Seasonally dormant geophytes with thick, erect rhizomes; leaf blade subcordate to cordate-ovate, fine venation reticulate to transverse-reticulate; spadix stipitate, subglobose; spathe boat-shaped or hooded, enclosing the spadix; flowers bisexual, periogoniate, with 4 tepals. Differs from Lysichiton in dark, boat-shaped or hooded spathe inserted just below spadix, spadix enclosed within spathe, subglobose with a short stipe.

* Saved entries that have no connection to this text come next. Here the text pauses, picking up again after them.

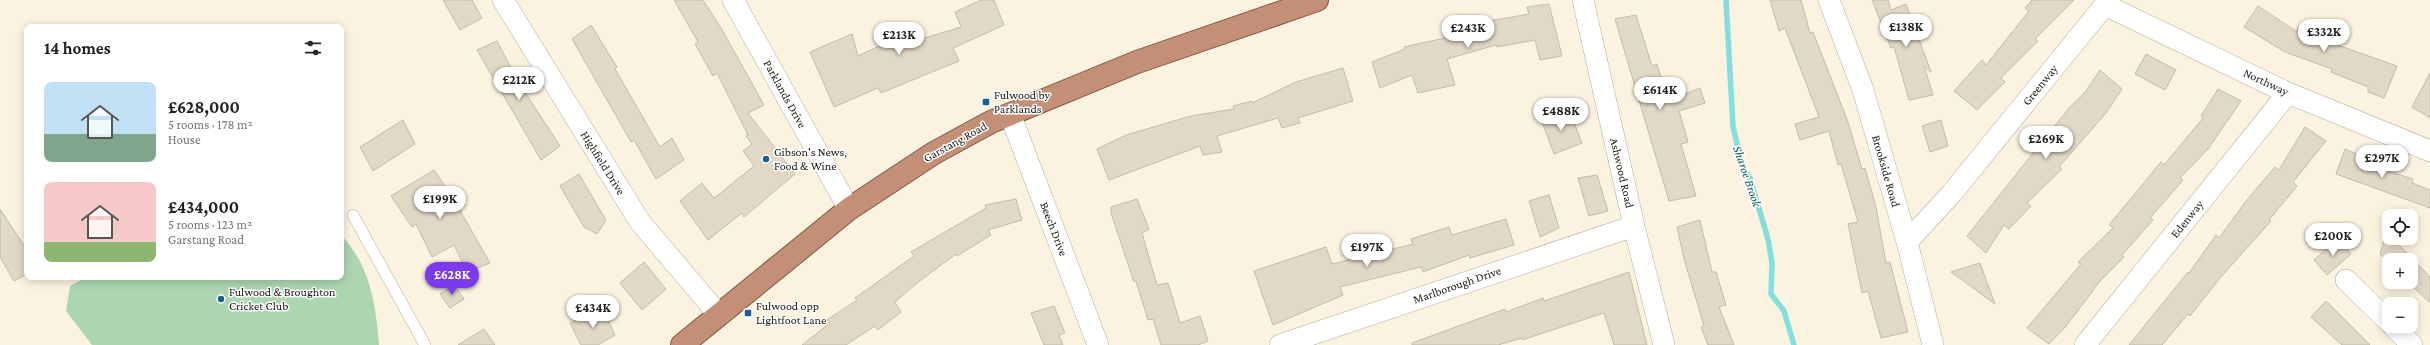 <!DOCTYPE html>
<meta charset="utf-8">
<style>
:root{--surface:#fff;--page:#f2f2f2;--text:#202124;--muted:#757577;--accent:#7c3aed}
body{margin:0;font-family:"Crimson Pro",serif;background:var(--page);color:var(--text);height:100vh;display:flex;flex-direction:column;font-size:15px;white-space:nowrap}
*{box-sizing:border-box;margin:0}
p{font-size:13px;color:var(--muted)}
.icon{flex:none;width:22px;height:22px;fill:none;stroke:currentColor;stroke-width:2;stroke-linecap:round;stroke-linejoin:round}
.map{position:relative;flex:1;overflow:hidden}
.panel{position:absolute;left:24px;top:24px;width:320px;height:256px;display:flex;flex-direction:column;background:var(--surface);border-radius:8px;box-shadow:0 2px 10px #0003}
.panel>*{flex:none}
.buttons{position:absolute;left:2382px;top:209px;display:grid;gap:8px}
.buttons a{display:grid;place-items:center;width:36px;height:36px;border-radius:8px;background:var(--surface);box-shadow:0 2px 10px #0003;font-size:20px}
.price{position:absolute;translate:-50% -34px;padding:0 9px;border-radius:14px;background:#fff;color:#222;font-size:13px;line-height:26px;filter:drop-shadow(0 1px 2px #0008)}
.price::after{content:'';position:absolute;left:50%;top:24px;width:12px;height:9px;margin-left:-6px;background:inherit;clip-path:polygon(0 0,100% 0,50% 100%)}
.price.active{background:var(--accent);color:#fff}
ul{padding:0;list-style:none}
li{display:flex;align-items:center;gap:12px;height:100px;padding:0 20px}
li span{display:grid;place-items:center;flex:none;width:112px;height:80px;border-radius:8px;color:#555}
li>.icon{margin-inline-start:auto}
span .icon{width:48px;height:48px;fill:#fffc;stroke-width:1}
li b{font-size:17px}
h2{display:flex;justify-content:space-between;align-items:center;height:48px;padding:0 20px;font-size:17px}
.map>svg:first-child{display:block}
.green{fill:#acd6b0}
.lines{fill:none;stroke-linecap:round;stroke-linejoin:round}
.stream{stroke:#82dedf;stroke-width:5.5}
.building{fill:#e1d8c6;stroke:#c4bbaa}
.service-casing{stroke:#b5ac9b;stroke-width:12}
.minor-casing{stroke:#b5ac9b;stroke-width:22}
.trunk-casing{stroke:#815740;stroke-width:24}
.service{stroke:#fff;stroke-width:11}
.minor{stroke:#fff;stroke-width:21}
.trunk{stroke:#c39077;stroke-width:22}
.poi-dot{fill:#1a5f94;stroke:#fff;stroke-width:1.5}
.labels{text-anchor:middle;stroke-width:3;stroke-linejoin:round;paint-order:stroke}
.street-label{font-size:12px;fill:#232019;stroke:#fff}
.poi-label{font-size:12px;fill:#232019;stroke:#fff;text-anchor:start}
.water-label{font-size:13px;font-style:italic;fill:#0f5f60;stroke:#fff}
</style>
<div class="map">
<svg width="2430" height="345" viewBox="0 0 2430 345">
<rect width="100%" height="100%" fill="#fbf2e0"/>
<!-- green -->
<path class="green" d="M 341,235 C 370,265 376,305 379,345 L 92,345 L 66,311 L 70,286 L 87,277 L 341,277 Z"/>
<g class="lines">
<!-- stream -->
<path class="stream" d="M 1726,0 L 1733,127 L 1743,168 L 1750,178 L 1768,239 L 1772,263 L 1771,294 L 1784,311 L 1794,345"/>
</g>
<!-- building -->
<path class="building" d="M 443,0 L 472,0 L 482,18 L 460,30 Z
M 674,0 L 703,0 L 721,28 L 764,105 L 748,113 L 795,174 L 744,217 L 742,213 L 708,240 L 680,201 L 702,183 L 714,198 L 754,166 L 743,151 L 752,144 L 746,136 L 748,135 L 717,73 L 713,76 L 695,44 L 698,42 Z
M 981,0 L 994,0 L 1004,25 L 953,48 L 959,61 L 881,93 L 878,88 L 834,107 L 810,52 L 852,34 L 858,56 L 915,29 L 918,40 L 961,27 L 955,12 Z
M 1770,0 L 1801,0 L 1810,33 L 1813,32 L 1848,122 L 1862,169 L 1865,168 L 1876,207 L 1886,263 L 1890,262 L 1908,332 L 1881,338 L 1868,291 L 1862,293 L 1848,224 L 1858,222 L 1841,164 L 1838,165 L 1829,131 L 1800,140 L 1795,124 L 1819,117 L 1785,28 L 1779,31 Z
M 1872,0 L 1888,0 L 1891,10 L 1906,4 L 1931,72 L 1924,66 L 1933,95 L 1909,100 L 1894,47 L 1891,48 Z
M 2032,0 L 2074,0 L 2035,39 L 2038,41 L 2001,78 L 2005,82 L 1977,110 L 1954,91 L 1982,60 L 1986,65 L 2029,11 L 2025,8 Z
M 1549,4 L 1562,56 L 1540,60 L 1535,40 L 1497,47 L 1496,45 L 1447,59 L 1455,85 L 1418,93 L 1412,75 L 1380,88 L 1372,62 L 1405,49 L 1404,47 L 1454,36 L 1490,24 L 1489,21 L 1529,14 L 1527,7 Z
M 2258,6 L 2297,32 L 2298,28 L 2323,37 L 2323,40 L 2397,66 L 2384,98 L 2368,92 L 2368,87 L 2331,72 L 2332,69 L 2285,52 L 2244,27 Z
M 1636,15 L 1652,66 L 1657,64 L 1668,101 L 1700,88 L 1705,103 L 1679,111 L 1688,142 L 1681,144 L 1696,196 L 1669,201 L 1615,19 Z
M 591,25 L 617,67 L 615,69 L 660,147 L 672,138 L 684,160 L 656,179 L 634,140 L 631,142 L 572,39 Z
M 497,41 L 519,83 L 560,146 L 541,160 L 477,50 Z
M 2146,54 L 2176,70 L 2165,90 L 2135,74 Z
M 1343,68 L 1353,101 L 1298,118 L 1300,123 L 1282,128 L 1278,118 L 1217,136 L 1222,152 L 1203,155 L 1200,146 L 1109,180 L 1097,149 L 1126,135 L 1191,116 L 1234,109 L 1233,106 L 1252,101 L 1252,103 L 1296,82 Z
M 2100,70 L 2122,89 L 2106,113 L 2059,167 L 2062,169 L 2027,203 L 2031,206 L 2009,229 L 2004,225 L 1986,253 L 1967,236 L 2069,108 L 2086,91 Z
M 2430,73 L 2430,118 L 2412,107 Z
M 2218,89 L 2241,101 L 2208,149 L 2180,178 L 2183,180 L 2150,218 L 2153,220 L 2122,255 L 2124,257 L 2101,280 L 2067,325 L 2049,344 L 2027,328 L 2081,264 L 2078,262 L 2113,228 L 2109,225 L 2161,162 L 2164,165 L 2203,118 L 2201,116 Z
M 1569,110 L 1582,143 L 1554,154 L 1541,119 Z
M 403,120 L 415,144 L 373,171 L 360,147 Z
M 1941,120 L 1948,146 L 1930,152 L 1922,126 Z
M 2305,127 L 2326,141 L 2293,182 L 2297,186 L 2269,220 L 2271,221 L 2220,278 L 2190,316 L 2188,314 L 2162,345 L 2129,345 L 2188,272 L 2189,273 L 2216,235 L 2219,238 L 2246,201 L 2275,167 L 2279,170 Z
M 2345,149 L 2368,159 L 2366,164 L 2413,179 L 2412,183 L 2430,190 L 2430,208 L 2336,174 Z
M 434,170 L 453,198 L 490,263 L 467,272 L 454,245 L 432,257 L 416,224 L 412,227 L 391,196 Z
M 579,174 L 606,220 L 597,234 L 584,227 L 560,186 Z
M 1597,175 L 1608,211 L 1589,216 L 1578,178 Z
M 1549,195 L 1559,228 L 1540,237 L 1529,201 Z
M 1016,199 L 1022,220 L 988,230 L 991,235 L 957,256 L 956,254 L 917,283 L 895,302 L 901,312 L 878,330 L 875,326 L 846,345 L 802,345 L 830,323 L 827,320 L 857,300 L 855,298 L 914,256 L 911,252 L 986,208 L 985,205 Z
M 1137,199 L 1149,229 L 1142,233 L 1157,285 L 1168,283 L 1180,323 L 1200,316 L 1208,341 L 1198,345 L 1161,345 L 1153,319 L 1148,320 L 1136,281 L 1134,282 L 1111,213 L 1111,207 Z
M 0,209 L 27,250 L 27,274 L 14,281 L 0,257 Z
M 1506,219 L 1514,245 L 1470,258 L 1469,255 L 1423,272 L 1421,267 L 1340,287 L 1343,295 L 1273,325 L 1254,271 L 1326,247 L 1332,264 L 1413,244 L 1411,239 L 1449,227 L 1452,235 Z
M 1700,220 L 1712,272 L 1716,272 L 1726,305 L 1719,307 L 1734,345 L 1708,345 L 1701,327 L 1704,326 L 1684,259 L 1677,227 Z
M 2338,238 L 2351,254 L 2327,275 L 2314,260 Z
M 2384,241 L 2395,241 L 2430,277 L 2430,303 L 2408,282 L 2411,282 L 2411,260 L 2389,260 L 2389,263 L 2380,254 Z
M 644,262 L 666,289 L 642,310 L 620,283 Z
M 1980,263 L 1995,304 L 1951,272 Z
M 1629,272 L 1647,345 L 1614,345 L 1604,313 L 1522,340 L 1522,338 L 1498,345 L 1412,345 L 1412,343 L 1505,309 L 1506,312 L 1543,298 L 1544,301 Z
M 454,285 L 464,299 L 450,308 L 440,294 Z
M 2326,301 L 2370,345 L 2342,345 L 2311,317 Z
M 1054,306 L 1065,333 L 1059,335 L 1063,345 L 1044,345 L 1031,313 Z
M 602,308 L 615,335 L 598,345 L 581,345 L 570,323 Z
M 484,329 L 495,345 L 458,345 Z"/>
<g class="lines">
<!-- service casing -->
<g class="service-casing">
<path id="service" d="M 353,215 L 425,345"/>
</g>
<!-- minor casing -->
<g class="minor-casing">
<path id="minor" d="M 503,0 L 640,222 L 719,315
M 733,0 L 849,209
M 1583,0 L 1634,226 L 1664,345
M 1829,0 L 1863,90 L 1907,242 L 1933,345
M 2105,5 L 2288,93 L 2430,151
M 1010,114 L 1098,345
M 1907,242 L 1952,193 L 2109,0
M 2346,280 L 2389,322
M 2393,326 L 2412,345
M 1280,345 L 1634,226
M 2085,345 L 2288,93"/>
</g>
<!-- trunk casing -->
<g class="trunk-casing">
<path id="trunk" d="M 682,345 L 849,209 L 934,153 L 991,122 L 1137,62 L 1317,0"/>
</g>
<!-- service -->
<use href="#service" class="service"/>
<!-- minor -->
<use href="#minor" class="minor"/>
<!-- trunk -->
<use href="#trunk" class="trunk"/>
</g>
<!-- markers -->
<g class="poi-dot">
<rect x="982" y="98" width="8" height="8" rx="2"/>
<circle cx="766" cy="159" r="4"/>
<circle cx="221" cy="299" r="4"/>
<rect x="744" y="309" width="8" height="8" rx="2"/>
</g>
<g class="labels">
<!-- street labels -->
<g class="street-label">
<text transform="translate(2266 82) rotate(25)" y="4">Northway</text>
<text transform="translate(2040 85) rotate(-51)" y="4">Greenway</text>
<text transform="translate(785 94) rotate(61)" y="4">Parklands Drive</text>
<text transform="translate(955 142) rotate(-29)" y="4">Garstang Road</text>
<text transform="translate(603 163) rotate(58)" y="4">Highfield Drive</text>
<text transform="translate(1886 171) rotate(74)" y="4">Brookside Road</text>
<text transform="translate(1622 173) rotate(77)" y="4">Ashwood Road</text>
<text transform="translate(2187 219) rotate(-51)" y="4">Edenway</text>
<text transform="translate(1054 229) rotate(69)" y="4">Beech Drive</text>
<text transform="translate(1457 285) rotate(-19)" y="4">Marlborough Drive</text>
</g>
<!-- poi labels -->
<g class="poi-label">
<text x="994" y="99">Fulwood by<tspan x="994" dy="14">Parklands</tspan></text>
<text x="774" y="156">Gibson's News,<tspan x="774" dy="14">Food &amp; Wine</tspan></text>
<text x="229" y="296">Fulwood &amp; Broughton<tspan x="229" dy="14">Cricket Club</tspan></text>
<text x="756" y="310">Fulwood opp<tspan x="756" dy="14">Lightfoot Lane</tspan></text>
</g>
<!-- water labels -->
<g class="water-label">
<text transform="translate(1748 176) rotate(71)" y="5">Sharoe Brook</text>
</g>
</g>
</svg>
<div class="buttons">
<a><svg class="icon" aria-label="locate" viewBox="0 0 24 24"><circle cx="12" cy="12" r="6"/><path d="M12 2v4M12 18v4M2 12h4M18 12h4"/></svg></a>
<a>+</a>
<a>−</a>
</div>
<b class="price" style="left:1906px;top:48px">£138K</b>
<b class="price" style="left:1468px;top:49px">£243K</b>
<b class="price" style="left:2324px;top:53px">£332K</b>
<b class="price" style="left:899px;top:56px">£213K</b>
<b class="price" style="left:519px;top:101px">£212K</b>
<b class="price" style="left:1660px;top:111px">£614K</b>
<b class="price" style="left:1561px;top:132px">£488K</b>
<b class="price" style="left:2046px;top:160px">£269K</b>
<b class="price" style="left:2382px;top:179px">£297K</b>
<b class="price" style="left:440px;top:220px">£199K</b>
<b class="price" style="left:2333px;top:257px">£200K</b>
<b class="price" style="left:1367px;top:268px">£197K</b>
<b class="price active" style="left:452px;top:296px">£628K</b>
<b class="price" style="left:593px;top:329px">£434K</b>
<section class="panel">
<h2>14 homes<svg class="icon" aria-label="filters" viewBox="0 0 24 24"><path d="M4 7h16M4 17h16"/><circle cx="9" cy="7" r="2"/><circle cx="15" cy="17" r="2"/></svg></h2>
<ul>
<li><span style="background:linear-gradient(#bfe0f5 65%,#7fa58c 0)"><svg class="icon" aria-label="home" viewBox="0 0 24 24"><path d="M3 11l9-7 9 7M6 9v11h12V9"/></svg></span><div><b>£628,000</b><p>5 rooms · 178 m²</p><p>House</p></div></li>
<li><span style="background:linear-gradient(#f6c9c9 75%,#8fb573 0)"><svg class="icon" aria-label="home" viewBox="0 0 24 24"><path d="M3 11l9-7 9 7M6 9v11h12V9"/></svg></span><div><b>£434,000</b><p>5 rooms · 123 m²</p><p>Garstang Road</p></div></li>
</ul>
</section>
</div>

Temp. Asia, E. Canada, NC. & E. U.S.A.
Temperate damp woodlands, rarely open wetlands, from near sea level to ca. 900m. alt.; usually in shaded sites, frequent near water courses; S. foetidus and S. renifolius flower in early spring before the leaves appear and fruit in the summer of the same year; S. nipponicus flowers after the leaves appear and the fruits ripen in the following spring.